Since the effect of riboflavin photosensitization was relatively distinct, and seemingly more pronounced than in MRSA, it is possible that photodynamic therapy by blue light and riboflavin is possible to exploit for treatment of skin conditions associated with hyperproliferative keratinocytes such as psoriasis [34] or atopic dermatitis [35]. Riboflavin is from many perspectives an ideal photosensitizer, given that it is present in human cells, with non-toxic degradation products and already clinically applicable in photodynamic use of human tissue. Riboflavin-mediated pathogen eradication of blood products is already currently used in blood transfusions and riboflavin is tolerated in high dosages for prevention of migraines in human without any indications of toxicity [36]. One example of the documented in vivo implementation photochemical effect of riboflavin is corneal crosslinking (CXL) [37, 38] for treatment of keratoconus and other corneal ectasia. Since shortwave ultraviolet light (UVB) is hazardous to genetic material and could potentially be carcinogenic [39], blue light applied as a photodynamic treatment could be preferable to phototherapy using UVB. Another possible advantage of combining phototherapy with a photosensitizer, if applied similarly as in ocular use, is the control of exposed area given that riboflavin is needed for the photodynamic effect. Recently, photodynamic therapy was proposed for treatment of psoriasis [40, 41] but, to our knowledge, this is the first study that has suggested a possible use for riboflavin photoactivation for the condition.

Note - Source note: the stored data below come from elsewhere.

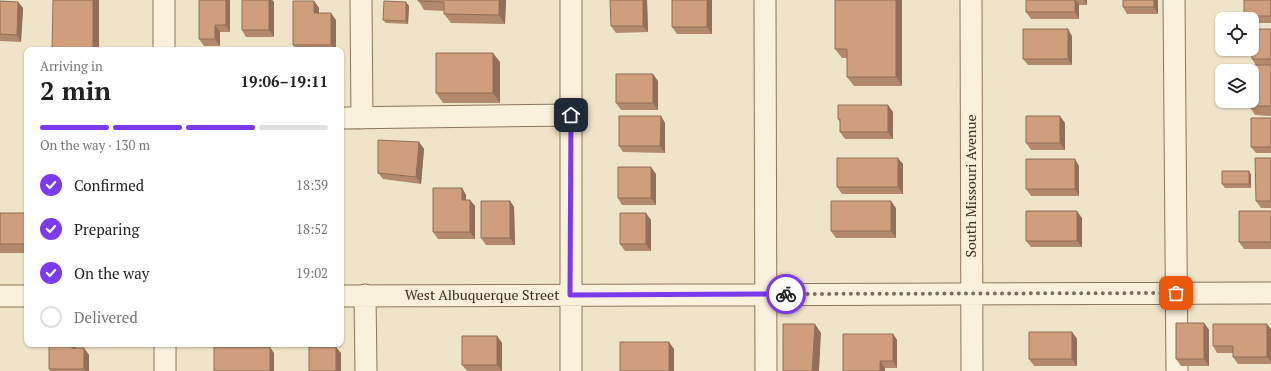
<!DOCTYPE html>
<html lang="en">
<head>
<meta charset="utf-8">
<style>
	:root { --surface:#fff; --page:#f2f2f2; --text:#202124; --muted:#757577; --line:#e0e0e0; --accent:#7c3aed }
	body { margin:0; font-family:"PT Serif",serif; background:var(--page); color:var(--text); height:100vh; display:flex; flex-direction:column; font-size:15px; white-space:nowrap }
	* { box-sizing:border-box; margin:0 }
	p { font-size:13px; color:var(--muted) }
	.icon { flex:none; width:22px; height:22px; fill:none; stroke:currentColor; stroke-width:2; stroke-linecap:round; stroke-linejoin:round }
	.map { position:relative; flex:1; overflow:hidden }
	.panel { position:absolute; left:24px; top:47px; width:320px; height:300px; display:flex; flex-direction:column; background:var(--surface); border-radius:8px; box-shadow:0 1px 3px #0004 }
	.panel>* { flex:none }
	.buttons { position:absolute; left:1215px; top:12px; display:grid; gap:8px }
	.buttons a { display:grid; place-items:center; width:44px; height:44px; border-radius:8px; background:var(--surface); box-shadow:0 1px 3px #0004; font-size:20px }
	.pin { position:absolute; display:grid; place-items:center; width:34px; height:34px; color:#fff; margin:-17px; border-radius:8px; box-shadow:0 2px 6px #0006 }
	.courier { position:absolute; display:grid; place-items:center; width:40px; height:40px; margin:-20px; border:3px solid #7c3aed; border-radius:50%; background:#fff; color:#222; box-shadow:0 1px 5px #0007 }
	.overview em { font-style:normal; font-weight:700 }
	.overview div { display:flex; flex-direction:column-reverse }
	.overview { display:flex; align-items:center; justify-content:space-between; height:68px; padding:0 16px }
	h1 { font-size:26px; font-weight:700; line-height:30px }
	.bar { display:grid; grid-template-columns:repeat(4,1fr); gap:6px 4px; align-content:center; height:48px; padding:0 16px }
	.bar i { height:5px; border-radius:3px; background:var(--line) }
	.bar .active { background:var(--accent) }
	.bar p { grid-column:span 4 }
	ol { padding:0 16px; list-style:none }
	li { display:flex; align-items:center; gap:12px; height:44px }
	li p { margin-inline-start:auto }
	li .icon { padding:4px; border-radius:50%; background:var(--accent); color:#fff; stroke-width:4 }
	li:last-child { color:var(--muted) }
	li i { width:22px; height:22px; border:2px solid var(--line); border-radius:50% }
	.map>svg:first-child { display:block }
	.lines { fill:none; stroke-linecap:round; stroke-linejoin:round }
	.minor-casing { stroke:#8d765c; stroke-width:23 }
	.minor { stroke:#faf1dc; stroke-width:21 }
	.wall { fill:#b2896c }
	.shaded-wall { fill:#916f58 }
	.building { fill:#cf9f7d; stroke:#916f58 }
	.done { stroke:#7c6e5b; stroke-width:4; stroke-dasharray:0 7.2 }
	.route { stroke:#7c3aed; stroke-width:5 }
	.labels { text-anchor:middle; stroke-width:3.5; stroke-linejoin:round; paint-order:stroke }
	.street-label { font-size:14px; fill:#3d2e20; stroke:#f7eed8 }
</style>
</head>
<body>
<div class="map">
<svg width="1271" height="371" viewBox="0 0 1271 371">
	<rect width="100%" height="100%" fill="#f0e4c8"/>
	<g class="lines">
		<defs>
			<path id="minor" d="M164,0V50
				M361,0L362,118
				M571,0V371
				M765,0L766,371
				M971,0L972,371
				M1174,0L1177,371
				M341,118L571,115
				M365,295L366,371
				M0,296H27
				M341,296L1271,293
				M165,344V371"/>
		</defs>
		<use href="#minor" class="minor-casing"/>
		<use href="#minor" class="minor"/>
	</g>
	<path class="wall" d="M230,0V32H220V46H204L199,39Z
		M242,0H272L274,2V37H246L242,30Z
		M418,0H506L505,24L451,23L444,14V11L424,10Z
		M610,0H647L648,32L616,33L611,26Z
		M712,0V34H677L672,27Z
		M1026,0H1087V5H1079V19H1031L1026,12Z
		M1158,0V14H1127L1123,7Z
		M1271,0V23H1252V19H1246L1244,16Z
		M0,1L18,2L23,8L21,42L0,41Z
		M314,1L319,8V13L336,20V50H297L293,45Z
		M902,1V86H854L847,77V58H842L835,49Z
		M409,6L408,24L386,23L383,20Z
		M1271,29V116L1255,115L1249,106L1256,65L1252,59Z
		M1072,36V65H1028L1023,59Z
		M500,62V103H443L436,93Z
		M658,81V110H621L616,103Z
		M893,112V139H845L840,132V122L838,119Z
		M661,116L665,123V153L623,152L619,146Z
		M1271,118V153H1256L1251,147Z
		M1065,123V150H1031L1026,143Z
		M419,142L424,149L421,184L383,179L378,173Z
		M1271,158V208H1261L1256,201Z
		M903,164V194H842L837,187Z
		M1079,166V196H1031L1026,189Z
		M1249,171L1251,175V188H1225L1222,184Z
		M656,174V205H622L618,198Z
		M462,188L466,195V200H470L475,206V239H438L433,232Z
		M341,192L344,197V246H341Z
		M510,201L514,207L515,245H486L481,238Z
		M896,208V238H836L831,231Z
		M1271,211V249H1244L1239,242Z
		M0,213L27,215V253H0Z
		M1082,218V247H1031L1026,241Z
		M651,220V251H625L620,244Z
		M1204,323L1209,330V366H1181L1176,359Z
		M1271,329V364H1238L1233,357V353H1217L1213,346Z
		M1072,332L1077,339V366H1034L1029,359Z
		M893,334L897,340V368H885V371H843Z
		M497,336L502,343V371H467L462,365Z
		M76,344V348H84L89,355V371H50L49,369Z"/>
	<path class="shaded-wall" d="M93,0H99V50H93Z
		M226,0H230V32L226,25Z
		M269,0H272L274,2V37L269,30Z
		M499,0H506L505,24L499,15Z
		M643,0H647L648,32L643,26Z
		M707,0H712V34L707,27Z
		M896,0H902V86L896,77Z
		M1075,0H1076L1079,5V19L1075,12Z
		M1084,0H1087V5Z
		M1154,0H1158V14L1154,7Z
		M314,1L319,8V20L314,13Z
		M18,2L23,8L21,42L17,35Z
		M406,2L409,6L408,24L406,21Z
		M331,13L336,20V50H335L331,45Z
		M215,25L220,32V46L215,39Z
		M1068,29L1072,36V65L1068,59Z
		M493,53L500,62V103L493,93Z
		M653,74L658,81V110L653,103Z
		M888,105L893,112V139L888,132Z
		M661,116L665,123V153L660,146Z
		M1060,116L1065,123V150L1060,143Z
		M419,142L424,149L421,184L416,177Z
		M898,158L903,164V194L898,187Z
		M1075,159L1079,166V196L1075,189Z
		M651,167L656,174V205L651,198Z
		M1249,171L1251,175V188L1249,184Z
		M462,188L466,195V206L462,200Z
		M341,192L344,197V246L341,241Z
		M470,200L475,206V239L470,232Z
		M510,201L514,207L515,245L510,238Z
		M891,201L896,208V238L891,231Z
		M1077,211L1082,218V247L1077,241Z
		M26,213L27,215V246L26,244Z
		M646,213L651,220V251L646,244Z
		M1204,323L1209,330V366L1204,359Z
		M815,324L821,333L819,371H812Z
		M1267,324L1271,329V362L1267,357Z
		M1072,332L1077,339V366L1072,359Z
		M893,334L897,340V368L893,361Z
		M497,336L502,343V371L497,365Z
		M669,342L674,349V371H669Z
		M72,344H76V355L72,348Z
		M270,347L274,353V371H270Z
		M336,347L341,353V371H336Z
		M84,348L89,355V371H86L84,369Z
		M880,361L885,368V371H880Z"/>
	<path class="building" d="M53,0H93V50H52Z
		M199,0H226V25H215V39H199Z
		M242,0H269V30H242Z
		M418,0H499V15L444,14V2L418,1Z
		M610,0H643V26H611Z
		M672,0H707V27H672Z
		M835,0H896V77H847V49H835Z
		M1026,0H1075V12H1026Z
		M1123,0H1154V7H1123Z
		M1244,0H1271V16H1244Z
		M0,1L18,2L17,35L0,34Z
		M293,1H314V13H331V45H293Z
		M384,1L406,2V21L383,20Z
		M1023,29H1068V59H1023Z
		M1252,29H1271V59H1252Z
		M436,53H493V93H436Z
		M1249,65H1271V106H1249V101H1252V71H1249Z
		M616,74H653V103H616Z
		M838,105H888V132H840V119H838Z
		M619,116H661L660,146H619Z
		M1026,116H1060V143H1026Z
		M1251,118H1271V147H1251Z
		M378,140L419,142L416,177L378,173Z
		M837,158H898V187H837Z
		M1255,158H1271V201H1256Z
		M1026,159H1075V189H1026Z
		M618,167H651V198H618Z
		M1222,171H1249V184H1222Z
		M433,188H462V200H470V232H433Z
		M481,201H510V238H481Z
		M831,201H891V231H831Z
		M1026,211H1077V241H1026Z
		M1239,211H1271V242H1239Z
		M0,213H26V244H0Z
		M620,213H646V244H620Z
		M1176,323H1204V359H1176Z
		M783,324H815L812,371H783Z
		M1213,324H1267V357H1233V346H1213Z
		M1029,332H1072V359H1029Z
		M843,334H893V361H880V371H843Z
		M462,336H497V365H462Z
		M620,342H669V371H620Z
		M49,344H72V348H84V369H49Z
		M214,347H270V371H214Z
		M309,347H336V371H309Z"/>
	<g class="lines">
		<path class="done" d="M786,294L1176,293"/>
		<path class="route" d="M571,115L570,295L786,294"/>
	</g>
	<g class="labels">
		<g class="street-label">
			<text transform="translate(971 186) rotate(-90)" y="5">South Missouri Avenue</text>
			<text x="482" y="300">West Albuquerque Street</text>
		</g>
	</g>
</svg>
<div class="buttons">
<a><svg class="icon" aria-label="locate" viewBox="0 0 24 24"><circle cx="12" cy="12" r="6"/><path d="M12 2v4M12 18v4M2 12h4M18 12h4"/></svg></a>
<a><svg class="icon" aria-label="layers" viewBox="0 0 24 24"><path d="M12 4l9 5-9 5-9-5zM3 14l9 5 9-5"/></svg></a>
</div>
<div class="pin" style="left:1176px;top:293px;background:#ea580c"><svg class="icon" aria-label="bag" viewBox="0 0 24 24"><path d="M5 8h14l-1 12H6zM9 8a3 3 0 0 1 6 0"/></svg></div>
<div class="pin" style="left:571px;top:115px;background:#1f2937"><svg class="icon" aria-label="home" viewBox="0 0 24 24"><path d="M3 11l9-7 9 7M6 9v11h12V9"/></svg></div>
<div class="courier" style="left:786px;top:294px"><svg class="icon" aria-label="bike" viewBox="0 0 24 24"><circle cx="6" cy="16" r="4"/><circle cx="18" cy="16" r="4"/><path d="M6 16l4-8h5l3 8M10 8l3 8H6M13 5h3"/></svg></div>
<section class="panel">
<div class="overview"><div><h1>2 min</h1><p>Arriving in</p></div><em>19:06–19:11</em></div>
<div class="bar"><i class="active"></i><i class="active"></i><i class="active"></i><i></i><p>On the way · 130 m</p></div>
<ol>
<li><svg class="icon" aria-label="check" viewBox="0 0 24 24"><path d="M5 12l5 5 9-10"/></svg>Confirmed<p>18:39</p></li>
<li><svg class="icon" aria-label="check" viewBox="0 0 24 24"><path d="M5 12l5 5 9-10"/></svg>Preparing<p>18:52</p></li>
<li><svg class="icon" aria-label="check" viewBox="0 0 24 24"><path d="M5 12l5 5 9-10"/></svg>On the way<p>19:02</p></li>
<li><i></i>Delivered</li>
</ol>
</section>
</div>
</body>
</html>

The control experiments using surface disinfection fluids on MRSA showed expected results, with regard to antimicrobial efficacy. However, the skin-wash solution containing aluminum acetotartrate (Alsol) did not eradicate all MRSA after 20 min incubation time, which is remarkably long, indicating that it is not an efficient disinfectant. All the tested fluids were surprisingly effective with regard to inactivation of keratinocytes, observed already after 1–2 min. This could indicate a prominent effect on keratinocytes when applying conventional disinfection fluids in vivo, if applied in such a way that keratinocytes are directly exposed.

Conclusion

Blue light with riboflavin can, in a fluid layer of 1.2 mm, effectively eradicate MRSA and inactivate human keratinocytes. In the absence of a photosensitizer, 450 nm light can also eliminate bacteria without loss of skin cell viability. A high dose of blue light may possibly be used to inactivate bacteria without the identical effect in human cells in sterilization of bacteria in biofilms, on tissue mucus membranes, and superficial skin wounds. Photodynamic therapy, through riboflavin excitation by blue light, may perhaps also be useful for conditions associated with hyperproliferative keratinocytes, such as psoriasis and atopic dermatitis. Future studies are needed to investigate these findings before in vivo applicability is possible.